Bilateral dislocation is not a frequent occurrence. To have occurred in two siblings within a period of 17 months raises the question whether there is a predilection to this occurrence within this nuclear family. Since there was history of this occurring to the mother long before marriage, there is good reason to suspect a greater susceptibility in the family for this condition
 
SUMMARY
 
Two cases of bilateral dislocation occurred in two brothers, aged 20 and 23 within a period of seventeen months. The junior one was the first victim in the month of April 1999 and the senior brother later in November 2000. The first was triggered by yawning whereas the second by vomiting. Different types of dislocation, diagnosis and management of dislocation is presented.
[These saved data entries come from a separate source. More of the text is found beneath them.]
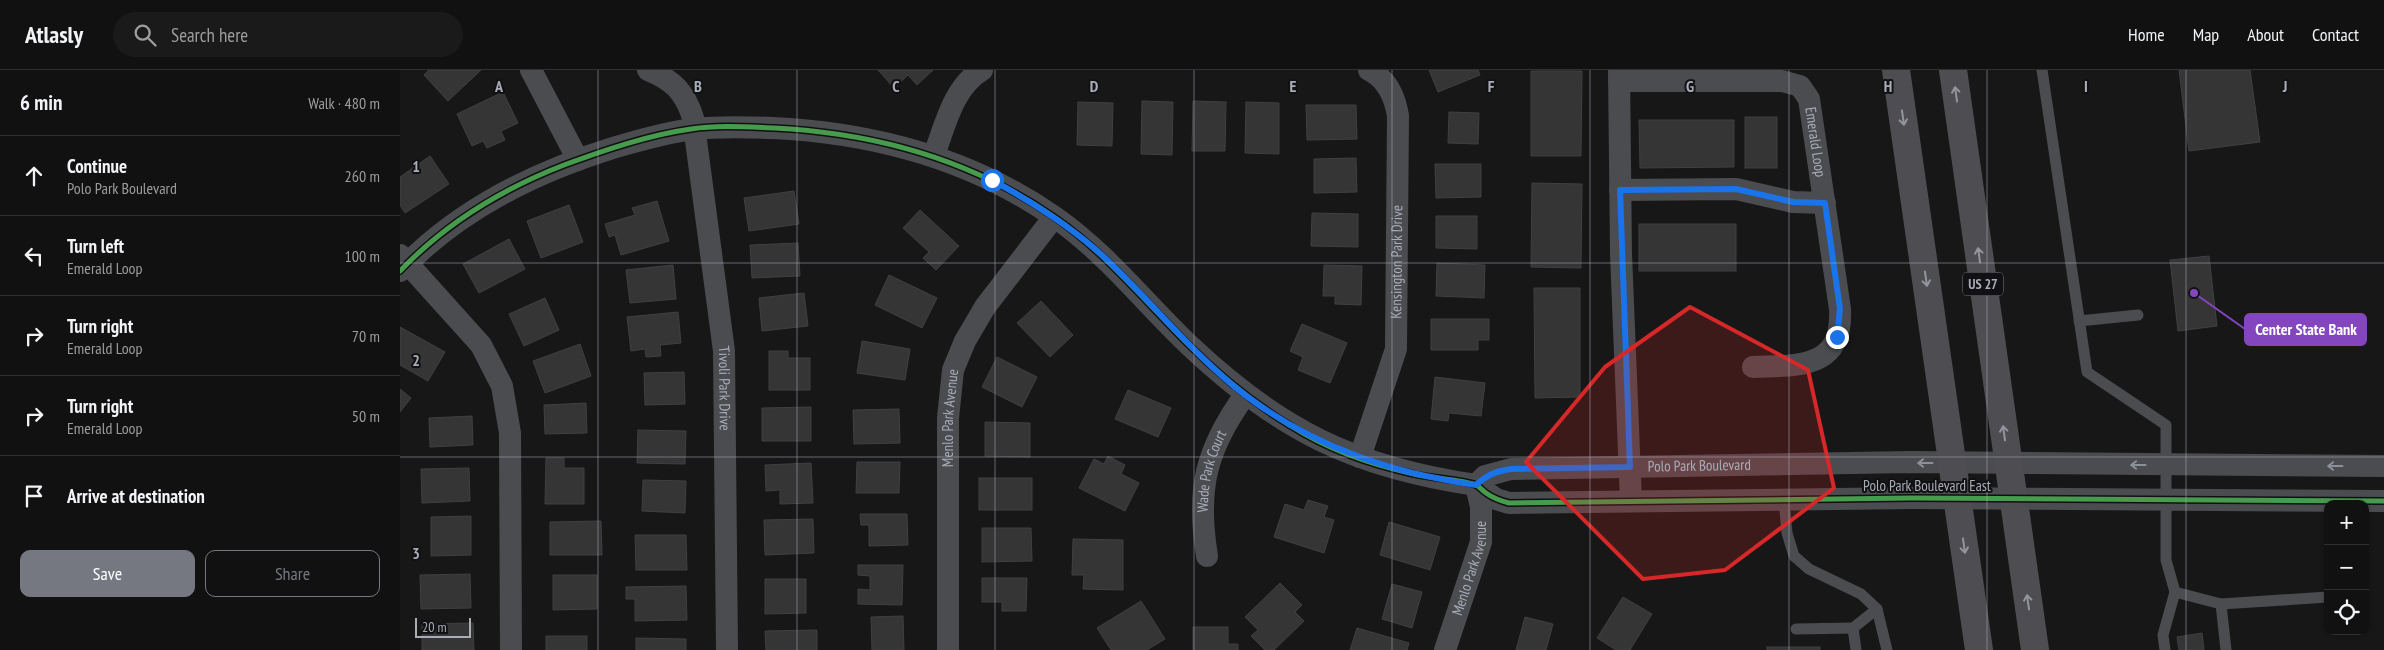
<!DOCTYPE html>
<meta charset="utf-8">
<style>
body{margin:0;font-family:"PT Sans Narrow",sans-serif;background:#1a1a1a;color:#f1f3f6}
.controls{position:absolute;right:15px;bottom:15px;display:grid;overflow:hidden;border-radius:10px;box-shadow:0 1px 4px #0004}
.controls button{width:45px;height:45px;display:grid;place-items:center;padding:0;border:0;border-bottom:1px solid #303131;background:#111;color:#f1f3f6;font:25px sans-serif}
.scale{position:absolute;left:15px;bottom:12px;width:56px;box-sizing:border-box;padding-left:5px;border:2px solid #a8adb8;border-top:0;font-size:14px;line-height:18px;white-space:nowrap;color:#a8adb8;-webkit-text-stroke:4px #111113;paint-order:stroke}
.stop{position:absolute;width:15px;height:15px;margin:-11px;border:4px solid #1a73e8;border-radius:50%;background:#fff}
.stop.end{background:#1a73e8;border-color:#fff;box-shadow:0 1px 5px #0008}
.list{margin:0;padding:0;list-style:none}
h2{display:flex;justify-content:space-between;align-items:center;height:65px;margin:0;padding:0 20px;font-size:21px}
h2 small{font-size:16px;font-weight:400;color:#9c9d9f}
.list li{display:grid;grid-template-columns:32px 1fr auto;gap:15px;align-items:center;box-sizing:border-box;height:80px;padding:0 20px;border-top:1px solid #303131}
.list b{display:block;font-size:19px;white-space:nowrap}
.list p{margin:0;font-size:16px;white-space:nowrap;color:#9c9d9f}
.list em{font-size:16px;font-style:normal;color:#9c9d9f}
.actions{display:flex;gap:10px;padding:15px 20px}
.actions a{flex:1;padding:11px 0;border:1px solid #757880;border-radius:10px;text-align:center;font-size:18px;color:#757880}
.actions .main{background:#757880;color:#fff}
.icon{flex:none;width:28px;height:28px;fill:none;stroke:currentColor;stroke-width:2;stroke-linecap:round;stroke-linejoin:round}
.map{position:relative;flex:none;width:1984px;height:580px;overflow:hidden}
header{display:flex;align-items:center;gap:30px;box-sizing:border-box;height:70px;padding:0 25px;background:#111;border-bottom:1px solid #303131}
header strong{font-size:24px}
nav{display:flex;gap:28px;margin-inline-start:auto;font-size:18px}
.search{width:350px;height:45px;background:#1a1a1a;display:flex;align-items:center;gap:12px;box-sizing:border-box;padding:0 18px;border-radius:28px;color:#9c9d9f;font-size:19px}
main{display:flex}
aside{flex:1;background:#111}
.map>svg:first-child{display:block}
.building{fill:#353536;stroke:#3f4043}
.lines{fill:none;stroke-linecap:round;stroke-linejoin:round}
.service{stroke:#4b4c50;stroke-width:11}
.minor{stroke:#4b4c50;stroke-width:22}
.trunk{stroke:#4e4e52;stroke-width:28}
.cycleway-casing{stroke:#111113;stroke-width:8}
.cycleway{stroke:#469c4c;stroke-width:5}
.oneway{stroke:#92959e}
.oneway2{stroke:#8c9099}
.route{stroke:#1a73e8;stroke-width:6}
.marked{fill:#d62828;fill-opacity:0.2;stroke:#d62828;stroke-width:4;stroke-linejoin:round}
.grid{fill:none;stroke:#a8adb8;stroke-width:1;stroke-opacity:0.55}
.labels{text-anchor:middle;stroke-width:4;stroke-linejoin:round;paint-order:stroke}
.shield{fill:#111113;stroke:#7b7e86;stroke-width:1}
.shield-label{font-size:14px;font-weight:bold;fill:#a8adb8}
.street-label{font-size:15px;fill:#a8adb8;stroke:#111113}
.grid-label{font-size:16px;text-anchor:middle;font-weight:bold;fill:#a8adb8;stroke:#111113;stroke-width:4;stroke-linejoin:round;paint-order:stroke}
.leader{fill:none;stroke:#8446be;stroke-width:2}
.callout-dot{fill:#8446be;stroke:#111113;stroke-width:2}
.callout{fill:#8446be;stroke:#8446be;stroke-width:2}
.callout-label{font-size:16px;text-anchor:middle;font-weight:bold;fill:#fff}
</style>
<header>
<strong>Atlasly</strong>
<div class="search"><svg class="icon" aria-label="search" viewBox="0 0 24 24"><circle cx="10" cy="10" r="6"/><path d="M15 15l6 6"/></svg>Search here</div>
<nav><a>Home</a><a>Map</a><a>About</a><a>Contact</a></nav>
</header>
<main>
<aside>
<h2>6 min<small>Walk · 480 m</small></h2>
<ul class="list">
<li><svg class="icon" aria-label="ahead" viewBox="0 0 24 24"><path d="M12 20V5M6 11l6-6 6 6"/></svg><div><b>Continue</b><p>Polo Park Boulevard</p></div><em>260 m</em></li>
<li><svg class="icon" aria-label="left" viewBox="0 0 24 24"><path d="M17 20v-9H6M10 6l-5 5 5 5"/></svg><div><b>Turn left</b><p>Emerald Loop</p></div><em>100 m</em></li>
<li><svg class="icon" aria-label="right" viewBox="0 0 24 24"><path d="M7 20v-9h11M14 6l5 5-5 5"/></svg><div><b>Turn right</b><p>Emerald Loop</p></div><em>70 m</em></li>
<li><svg class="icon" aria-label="right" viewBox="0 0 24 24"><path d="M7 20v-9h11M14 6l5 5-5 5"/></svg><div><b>Turn right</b><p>Emerald Loop</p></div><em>50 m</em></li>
<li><svg class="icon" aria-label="arrive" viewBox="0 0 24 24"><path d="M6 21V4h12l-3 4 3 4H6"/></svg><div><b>Arrive at destination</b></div></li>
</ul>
<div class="actions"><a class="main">Save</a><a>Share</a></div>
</aside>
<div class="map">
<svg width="1984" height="580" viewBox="0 0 1984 580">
<rect width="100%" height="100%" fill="#171717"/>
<g class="building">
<path d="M29 0H81L48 31 24 5Z"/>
<path d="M478 0H533L517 15 508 5 494 18Z"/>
<path d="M1029 0H1078L1080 5 1038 22Z"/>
<path d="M1779 0H1850L1860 72 1789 81Z"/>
<path d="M1131 1H1182L1181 86H1131Z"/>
<path d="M103 22 118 53 101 61 105 70 87 78 83 71 72 76 57 44Z"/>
<path d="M742 31 773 32 772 85 741 84Z"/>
<path d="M793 31 826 32 825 81H792Z"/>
<path d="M678 32 713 33 712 76 677 75Z"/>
<path d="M846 32 879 33V84L845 83Z"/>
<path d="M906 35H956L957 69 907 70Z"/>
<path d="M1049 42 1079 43 1078 74 1048 73Z"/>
<rect x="1345" y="47" width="32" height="51"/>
<path d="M1239 50H1334V97L1240 98Z"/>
<path d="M30 86 49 114 5 143 0 135V107Z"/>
<path d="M956 88 957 122 914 123V89Z"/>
<path d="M1035 94H1081V127L1036 128Z"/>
<path d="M1132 113 1182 114 1181 198 1131 197Z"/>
<path d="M394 121 399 154 349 161 344 128Z"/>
<path d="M257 131 269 171 221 185 215 165 209 167 205 154 235 145 232 138Z"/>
<path d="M169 135 183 172 141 188 127 151Z"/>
<path d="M520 140 559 176 536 200 523 188 529 182 503 158Z"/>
<path d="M912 143 958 144V177L911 176Z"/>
<path d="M1036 146H1077V179L1036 178Z"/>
<rect x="1239" y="154" width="97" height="47"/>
<path d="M109 169 125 199 79 223 63 194Z"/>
<path d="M398 173 400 206 352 208 350 175Z"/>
<path d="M1809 186 1817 256 1778 261 1770 190Z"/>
<path d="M1037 193 1085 195 1084 228 1036 226Z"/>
<path d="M273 195 276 229 230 233 226 200Z"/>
<path d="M924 195 962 196 961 235 935 234V226H923Z"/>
<path d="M489 205 537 228 522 258 475 235Z"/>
<path d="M1134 218H1180V327L1135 328Z"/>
<path d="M404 223 408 256 362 261 359 228Z"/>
<path d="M145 228 159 260 124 276 109 244Z"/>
<path d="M641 231 673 265 650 287 617 253Z"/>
<path d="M278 242 281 273 260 275 261 286 246 287 245 279 231 281 227 247Z"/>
<path d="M1031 249H1089V270H1078V280H1031Z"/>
<path d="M902 254 947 273 930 313 898 300 903 287 890 281Z"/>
<path d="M0 257 45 282 28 311 0 295Z"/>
<path d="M462 271 510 279 505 310 457 303Z"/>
<path d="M180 274 191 306 145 323 133 291Z"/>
<path d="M369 281H388V288H410V320H369Z"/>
<path d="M597 287 637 307 622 337 582 317Z"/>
<path d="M284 302 285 334 245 335 244 303Z"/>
<path d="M1035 307 1085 313 1081 346 1049 343 1048 351 1031 349Z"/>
<path d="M0 319 11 328 0 342Z"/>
<path d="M728 320 771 338 758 367 715 349Z"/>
<path d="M186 333 187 363 145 364 144 335Z"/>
<path d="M411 337V371H362V338Z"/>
<path d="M499 339 500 373 454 374 453 340Z"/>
<path d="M72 346 73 375 30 377 29 348Z"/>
<path d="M585 352 630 353V387L585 386Z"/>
<path d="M238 360 286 361 285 394 237 393Z"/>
<path d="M708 386 725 395 721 404 739 413 725 441 679 418 694 389 704 394Z"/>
<path d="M146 388H164V398H184V434H145Z"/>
<path d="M457 392H500L499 423H456Z"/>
<path d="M411 393 413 433 380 434V420L366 421 365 395Z"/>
<path d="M69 398 70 431 22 433 21 399Z"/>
<rect x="579" y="408" width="53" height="32"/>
<path d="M243 410 286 411 285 443 242 441Z"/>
<path d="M908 430 928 436 924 447 934 450 924 483 874 467 885 434 904 440Z"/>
<path d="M460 444H507L508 475 469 476V455H461Z"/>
<path d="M71 446V485L31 486V447Z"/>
<path d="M413 449 414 483 365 485 364 450Z"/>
<path d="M201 451 202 485H150V452Z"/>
<path d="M989 452 1040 467 1030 500 980 485Z"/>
<path d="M582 458H631L632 491 582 492Z"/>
<path d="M235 465H286L287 500H236Z"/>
<path d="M673 469 723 470V520L683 519 684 505H672Z"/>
<path d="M458 495H503L502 535 458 534V519L470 520V506L458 505Z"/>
<path d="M70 504 71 538 21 539 20 505Z"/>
<path d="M153 505H197V539L153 540Z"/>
<path d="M582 508H627L626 541H602V532H582Z"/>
<path d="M365 509H406V543L365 544Z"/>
<path d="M880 513 902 535 895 542 904 551 874 580H865L851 566 858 560 845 547Z"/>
<path d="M992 514 1022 522 1012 558 982 549Z"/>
<path d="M286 516 287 550 235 551V529H226V517Z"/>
<path d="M1223 527 1252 544 1230 580H1216L1197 568Z"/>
<path d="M741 531 765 569 747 580H711L697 558Z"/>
<path d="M503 546 504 580H472L471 547Z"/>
<path d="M1125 547 1153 554 1146 580H1116Z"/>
<path d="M73 553 74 580H22V554Z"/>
<path d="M793 557H828V574H838V580H793Z"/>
<path d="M957 558 1009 573 1007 580H950Z"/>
<path d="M417 560V580H366L365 561Z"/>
<path d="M1802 563 1804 580H1779L1777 567Z"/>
<rect x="146" y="566" width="41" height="14"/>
<path d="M236 568 286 569V580H236Z"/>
<rect x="1367" y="577" width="53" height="3"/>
</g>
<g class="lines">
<g class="service">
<path d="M1642 0 1687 302 1766 355V490L1775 522 1821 534 1928 527"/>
<path d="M1679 251 1738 245"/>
<path d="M1384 429 1387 463 1394 486 1409 499 1461 524 1477 539 1487 580"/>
<path d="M1821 534 1826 580"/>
<path d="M1396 559 1453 558"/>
<path d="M1456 580 1453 558 1477 539"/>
<path d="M1765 580 1763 565 1775 522"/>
</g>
<g class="minor">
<path d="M131 0 178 90"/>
<path id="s1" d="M248 0C273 10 285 22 293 48L324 281 327 580"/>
<path d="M1219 0 1221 184 1231 431"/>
<path id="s2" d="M1219 11H1382L1400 16 1409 29 1440 239C1443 300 1398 295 1353 297"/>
<path d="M534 85C545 56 553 17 582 0"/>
<path d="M1220 120 1336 119 1393 132 1425 133"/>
<path d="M0 185 81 275 102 316 110 363 111 580"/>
<path d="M0 201C59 139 135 102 216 77 241 70 267 62 294 59 320 56 347 57 373 58 475 63 572 89 656 148 707 184 744 232 789 275 879 360 953 397 1076 415"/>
<path id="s3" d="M960 387 996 279 998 46C995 27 987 9 969 0"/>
<path d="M1076 415 1096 429 1109 433 1512 428 1984 431"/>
<path id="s4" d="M1076 415 1085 406 1111 399 1511 392 1984 396"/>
<path id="s5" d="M807 486C796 419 806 379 845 325"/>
<path id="s6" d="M548 580V348L553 300 565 271 585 237 654 147"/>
<path id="s7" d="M1045 580 1081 472V437L1076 415"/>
</g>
<g class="trunk">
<path d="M1496 0 1579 580"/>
<path d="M1553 0 1635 580"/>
</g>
<g class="cycleway-casing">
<path id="cycleway" d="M0 201C46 153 102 119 164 95 205 80 248 65 291 59 318 55 347 57 374 58 475 63 570 89 654 147 705 182 743 229 787 273 818 304 853 333 891 356 927 379 972 395 1014 404 1029 408 1065 410 1076 415 1080 417 1083 421 1086 423 1093 428 1101 431 1109 433L1512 428 1984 431"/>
</g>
<use href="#cycleway" class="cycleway"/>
</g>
<defs><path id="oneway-shaft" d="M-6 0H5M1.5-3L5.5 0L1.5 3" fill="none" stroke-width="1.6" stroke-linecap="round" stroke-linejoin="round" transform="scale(1.25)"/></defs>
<g class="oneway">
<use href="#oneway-shaft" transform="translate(1556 24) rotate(-98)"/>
<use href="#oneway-shaft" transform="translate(1503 48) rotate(82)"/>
<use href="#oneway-shaft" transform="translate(1579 185) rotate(-98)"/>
<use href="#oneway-shaft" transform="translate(1526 209) rotate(82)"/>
<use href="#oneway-shaft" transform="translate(1604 363) rotate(-98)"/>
<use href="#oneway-shaft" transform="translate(1564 476) rotate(82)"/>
<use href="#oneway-shaft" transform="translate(1628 532) rotate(-98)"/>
</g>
<g class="oneway2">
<use href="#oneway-shaft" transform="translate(1525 393) rotate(-180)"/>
<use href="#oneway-shaft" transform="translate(1738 395) rotate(-180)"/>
<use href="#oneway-shaft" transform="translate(1935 396) rotate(-180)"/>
</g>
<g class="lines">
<path class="route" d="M592 110C632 132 671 156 704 187 752 232 793 285 845 325 914 377 991 403 1076 415 1087 405 1096 401 1111 399L1230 397 1220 120 1336 119 1393 132 1425 133 1440 239 1437 267"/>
</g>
<path class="marked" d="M1290 237 1408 300 1434 418 1325 500 1243 509 1126 392 1205 297Z"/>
<path class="grid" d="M198 0V580M397 0V580M595 0V580M794 0V580M992 0V580M1190 0V580M1389 0V580M1587 0V580M1786 0V580M0 193H1984M0 387H1984"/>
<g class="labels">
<rect class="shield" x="1563" y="202.5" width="40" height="23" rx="4"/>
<g class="shield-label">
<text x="1583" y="219">US 27</text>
</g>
<g class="street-label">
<text dy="5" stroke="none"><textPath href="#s2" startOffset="241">Emerald Loop</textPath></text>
<text dy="5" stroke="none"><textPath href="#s3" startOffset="201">Kensington Park Drive</textPath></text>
<text dy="5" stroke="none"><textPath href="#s1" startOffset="341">Tivoli Park Drive</textPath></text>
<text dy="5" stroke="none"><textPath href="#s6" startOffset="232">Menlo Park Avenue</textPath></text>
<text dy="5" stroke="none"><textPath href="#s4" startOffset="228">Polo Park Boulevard</textPath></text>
<text dy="5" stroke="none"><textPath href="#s5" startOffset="86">Wade Park Court</textPath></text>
<text x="1527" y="421">Polo Park Boulevard East</text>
<text dy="5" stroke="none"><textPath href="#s7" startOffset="86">Menlo Park Avenue</textPath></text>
</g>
</g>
<g class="grid-label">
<text x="99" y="22">A</text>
<text x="298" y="22">B</text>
<text x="496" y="22">C</text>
<text x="694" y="22">D</text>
<text x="893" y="22">E</text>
<text x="1091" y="22">F</text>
<text x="1290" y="22">G</text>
<text x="1488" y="22">H</text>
<text x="1686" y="22">I</text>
<text x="1885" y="22">J</text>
<text x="16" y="102">1</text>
<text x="16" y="296">2</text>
<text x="16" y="489">3</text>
</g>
<path class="leader" d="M1794 223L1845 259"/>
<circle class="callout-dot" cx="1794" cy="223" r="5"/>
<rect class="callout" x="1845" y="244" width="121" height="31" rx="5"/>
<g class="callout-label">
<text x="1906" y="265">Center State Bank</text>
</g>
</svg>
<div class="controls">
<button>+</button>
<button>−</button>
<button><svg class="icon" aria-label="locate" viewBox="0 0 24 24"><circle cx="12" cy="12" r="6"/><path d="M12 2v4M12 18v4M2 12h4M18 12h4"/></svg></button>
</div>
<div class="scale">20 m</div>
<div class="stop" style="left:592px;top:110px"></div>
<div class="stop end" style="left:1437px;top:267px"></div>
</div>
</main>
The occurrence in two siblings raises the question of familial predisposition to dislocation.
 
RESUME
 
Nous rapportons deux cas de dislocation bilatérale chez deux frères ages de 20 et 23 ans durant une période de 17 mois. Le cadet était le premier victime de dislocation en avril 1999. lainé en fut victime, plus tard, en novembre, 2000. Le premier cas était consécutif à un bâillement, alors que le deuxième cas était suite à un vomissement. Différents types de dislocation sont présentés, ainsi que le diagnostic et le traitement. La présence de dislocation bilatérale chez deux enfants dun même couple soulève la question d'une prédisposition la dislocation bilatérale chez les membres de cette famille.
 

MARKOWITZ HA, GERRY RG. Temporomandibular joint disease. Oral Surg Oral Med Oral Pathol. 1950;3(1):75-117.